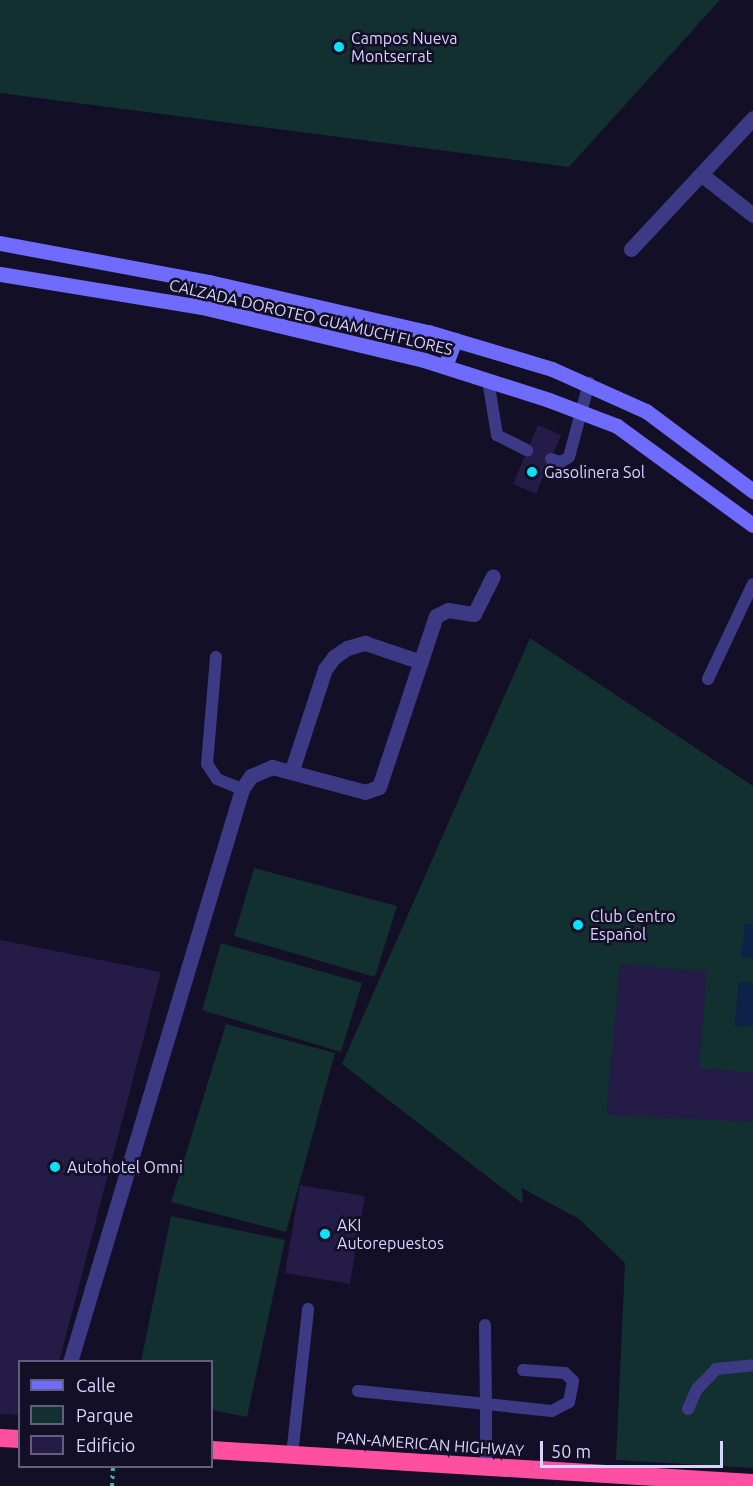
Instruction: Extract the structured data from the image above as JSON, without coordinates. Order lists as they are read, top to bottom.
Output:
{
  "streets": {
    "highway": ["PAN-AMERICAN HIGHWAY"],
    "main road": ["CALZADA DOROTEO GUAMUCH FLORES"]
  },
  "places": [
    "Campos Nueva Montserrat",
    "Gasolinera Sol",
    "Club Centro Español",
    "Autohotel Omni",
    "AKI Autorepuestos"
  ],
  "legend": ["Calle", "Parque", "Edificio"],
  "scale_bar": "50 m"
}
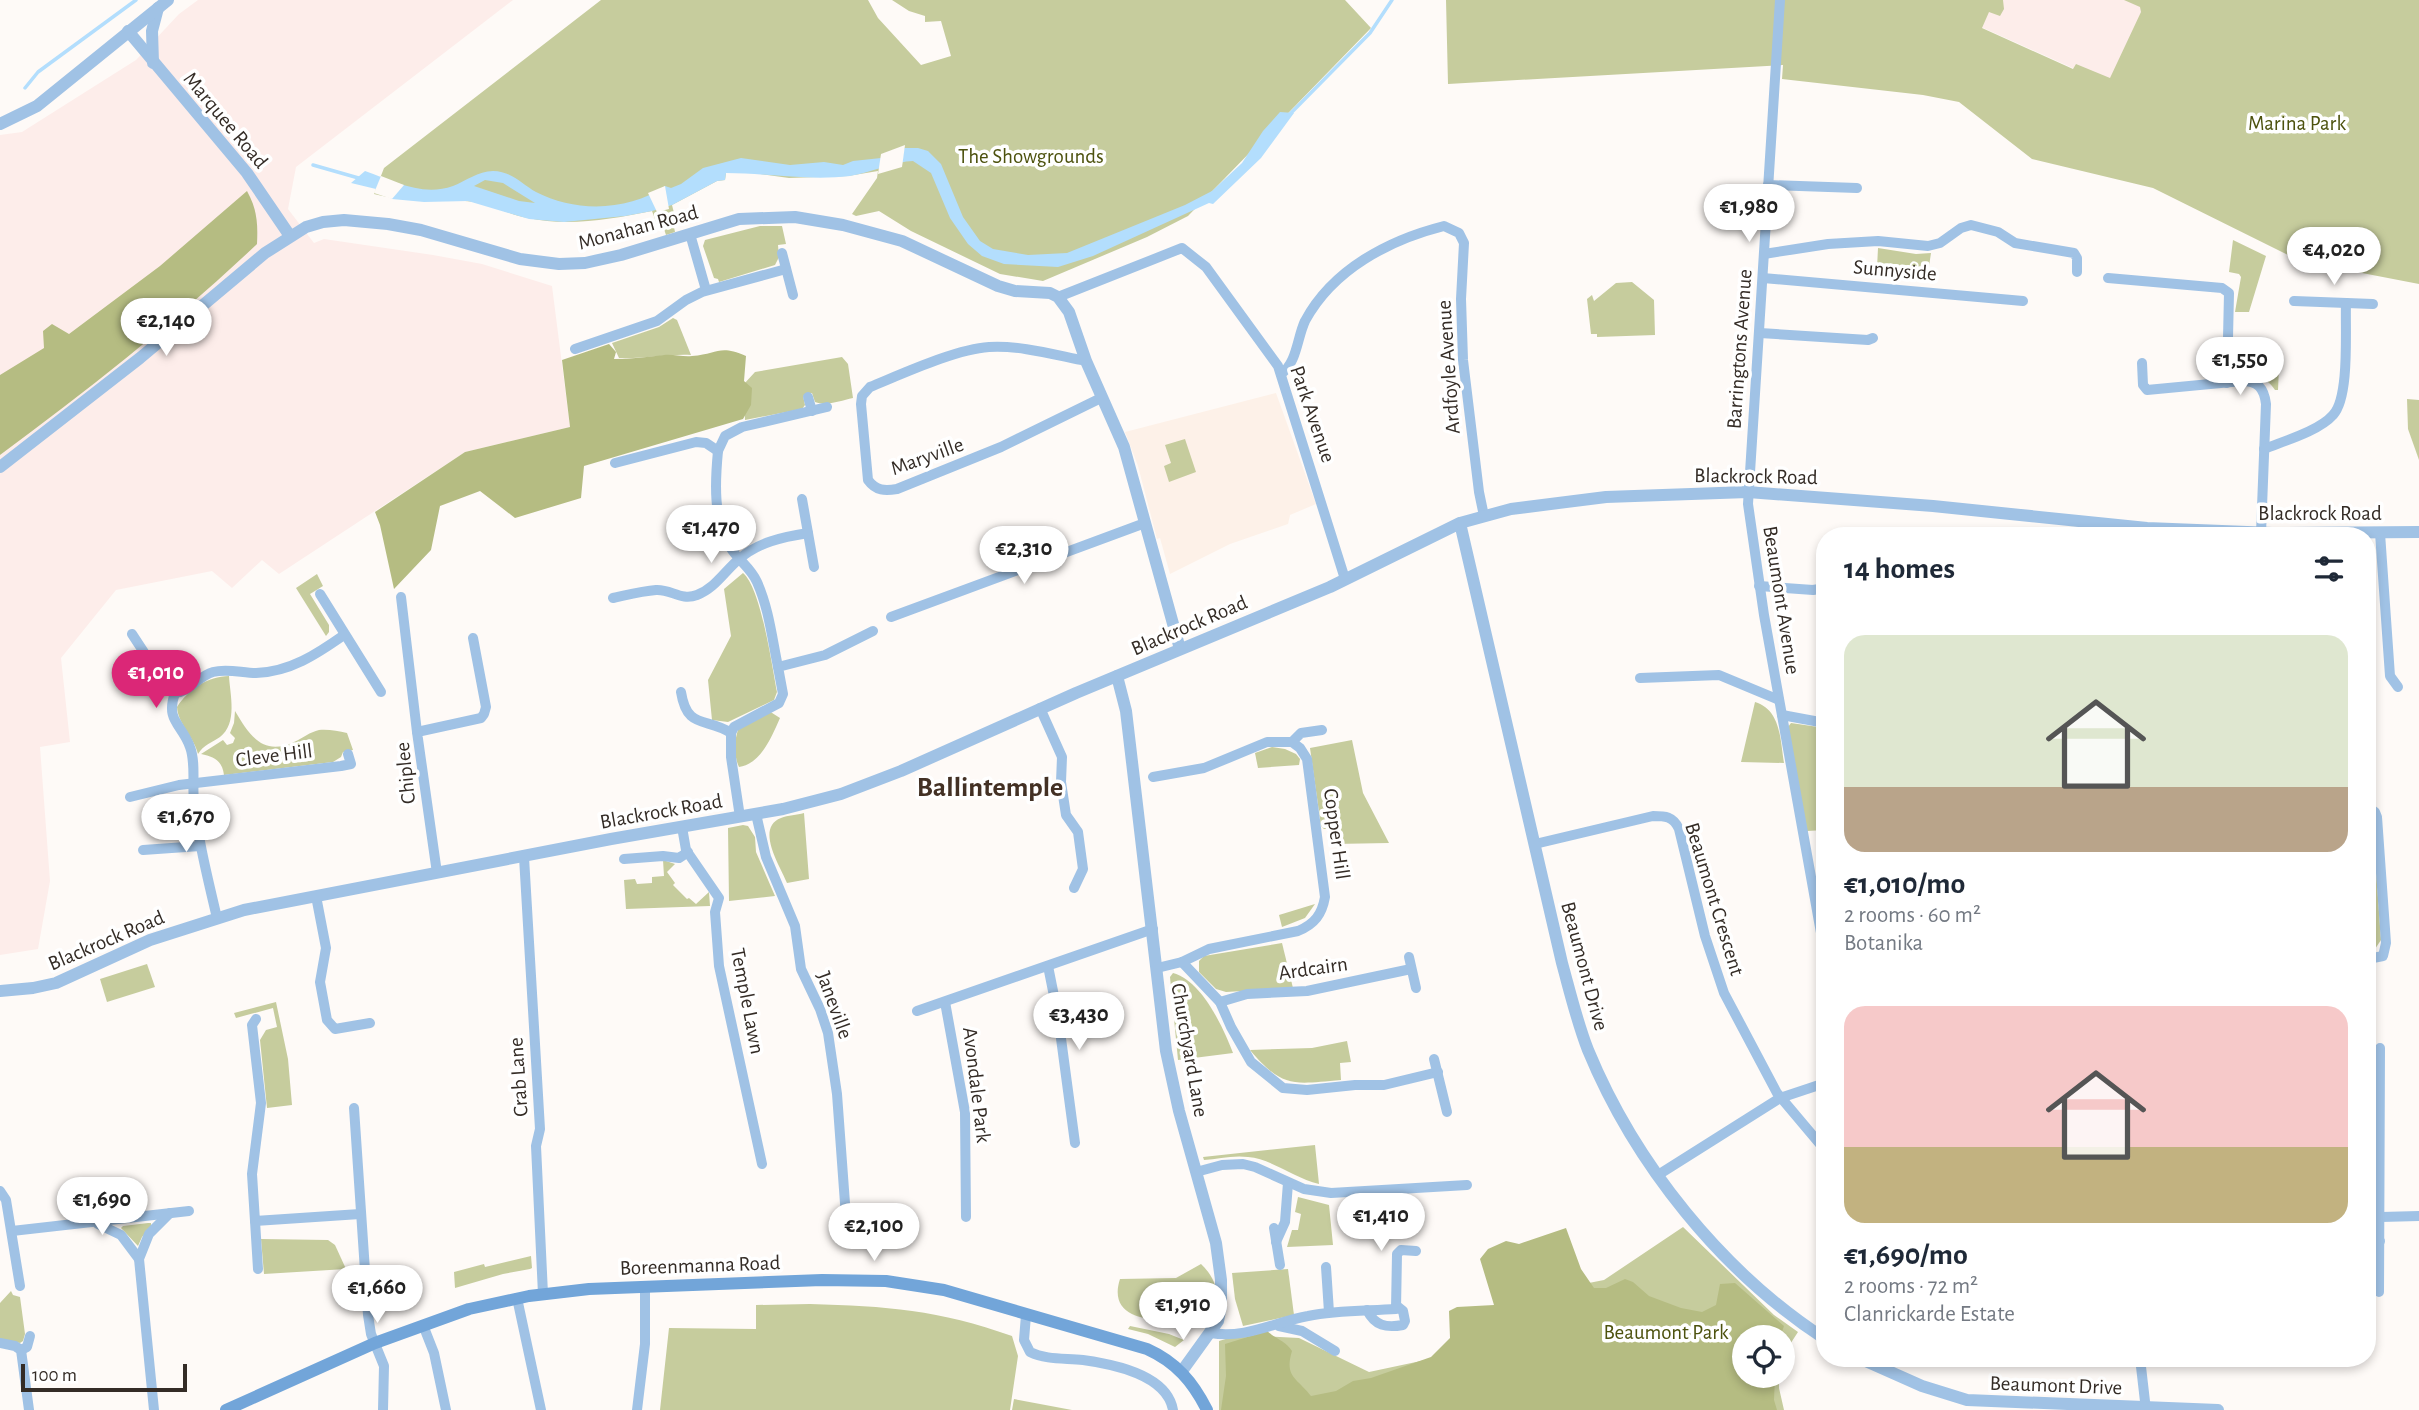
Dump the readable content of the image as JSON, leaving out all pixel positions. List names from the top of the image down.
{
  "streets": {
    "main road": ["Boreenmanna Road"],
    "street": [
      "Marquee Road",
      "Monahan Road",
      "Sunnyside",
      "Barringtons Avenue",
      "Ardfoyle Avenue",
      "Park Avenue",
      "Maryville",
      "Blackrock Road",
      "Beaumont Avenue",
      "Cleve Hill",
      "Chiplee",
      "Copper Hill",
      "Beaumont Crescent",
      "Beaumont Drive",
      "Ardcairn",
      "Temple Lawn",
      "Janeville",
      "Churchyard Lane",
      "Crab Lane",
      "Avondale Park"
    ]
  },
  "crossings": [
    ["Marquee Road", "Monahan Road"],
    ["Monahan Road", "Park Avenue"],
    ["Sunnyside", "Barringtons Avenue"],
    ["Barringtons Avenue", "Blackrock Road"],
    ["Barringtons Avenue", "Beaumont Avenue"],
    ["Ardfoyle Avenue", "Park Avenue"],
    ["Ardfoyle Avenue", "Blackrock Road"],
    ["Park Avenue", "Blackrock Road"],
    ["Blackrock Road", "Beaumont Avenue"],
    ["Blackrock Road", "Chiplee"],
    ["Blackrock Road", "Beaumont Drive"],
    ["Blackrock Road", "Temple Lawn"],
    ["Blackrock Road", "Janeville"],
    ["Blackrock Road", "Churchyard Lane"],
    ["Blackrock Road", "Crab Lane"],
    ["Copper Hill", "Churchyard Lane"],
    ["Beaumont Crescent", "Beaumont Drive"],
    ["Churchyard Lane", "Avondale Park"],
    ["Churchyard Lane", "Boreenmanna Road"],
    ["Crab Lane", "Boreenmanna Road"]
  ],
  "districts": ["Ballintemple"],
  "parks": ["Marina Park", "The Showgrounds", "Beaumont Park"],
  "scale_bar": "100 m",
  "page": {
    "price": [
      "€1,980",
      "€4,020",
      "€2,140",
      "€1,550",
      "€1,470",
      "€2,310",
      "€1,010",
      "€1,670",
      "€3,430",
      "€1,690",
      "€1,410",
      "€2,100",
      "€1,660",
      "€1,910"
    ],
    "heading": "14 homes",
    "list": [
      {
        "name": "€1,010/mo",
        "note": "2 rooms · 60 m² · Botanika"
      },
      {
        "name": "€1,690/mo",
        "note": "2 rooms · 72 m² · Clanrickarde Estate"
      }
    ],
    "scale": "100 m"
  }
}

* * *

• [Task goal]:
Scan the material above for "rooms". Copy every line where it appears.

• [Finished task]:
        "note": "2 rooms · 60 m² · Botanika"
        "note": "2 rooms · 72 m² · Clanrickarde Estate"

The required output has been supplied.